> **EXERCISE AIM**
In this exercise, restate the listing word for word.
^^^^^^^^
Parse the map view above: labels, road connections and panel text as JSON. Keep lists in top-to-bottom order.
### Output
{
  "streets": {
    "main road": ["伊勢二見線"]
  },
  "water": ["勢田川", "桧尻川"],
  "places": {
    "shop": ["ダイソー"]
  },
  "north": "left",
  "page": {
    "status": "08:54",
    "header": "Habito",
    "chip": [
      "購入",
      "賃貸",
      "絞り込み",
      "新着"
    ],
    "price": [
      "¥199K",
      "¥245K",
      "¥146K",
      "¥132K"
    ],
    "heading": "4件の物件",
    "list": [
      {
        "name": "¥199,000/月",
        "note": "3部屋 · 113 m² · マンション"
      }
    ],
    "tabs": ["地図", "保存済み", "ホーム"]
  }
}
^^^^^^^^
> **OUTPUT FOR THIS TASK**
Parse the map view above: labels, road connections and panel text as JSON. Keep lists in top-to-bottom order.
### Output
{
  "streets": {
    "main road": ["伊勢二見線"]
  },
  "water": ["勢田川", "桧尻川"],
  "places": {
    "shop": ["ダイソー"]
  },
  "north": "left",
  "page": {
    "status": "08:54",
    "header": "Habito",
    "chip": [
      "購入",
      "賃貸",
      "絞り込み",
      "新着"
    ],
    "price": [
      "¥199K",
      "¥245K",
      "¥146K",
      "¥132K"
    ],
    "heading": "4件の物件",
    "list": [
      {
        "name": "¥199,000/月",
        "note": "3部屋 · 113 m² · マンション"
      }
    ],
    "tabs": ["地図", "保存済み", "ホーム"]
  }
}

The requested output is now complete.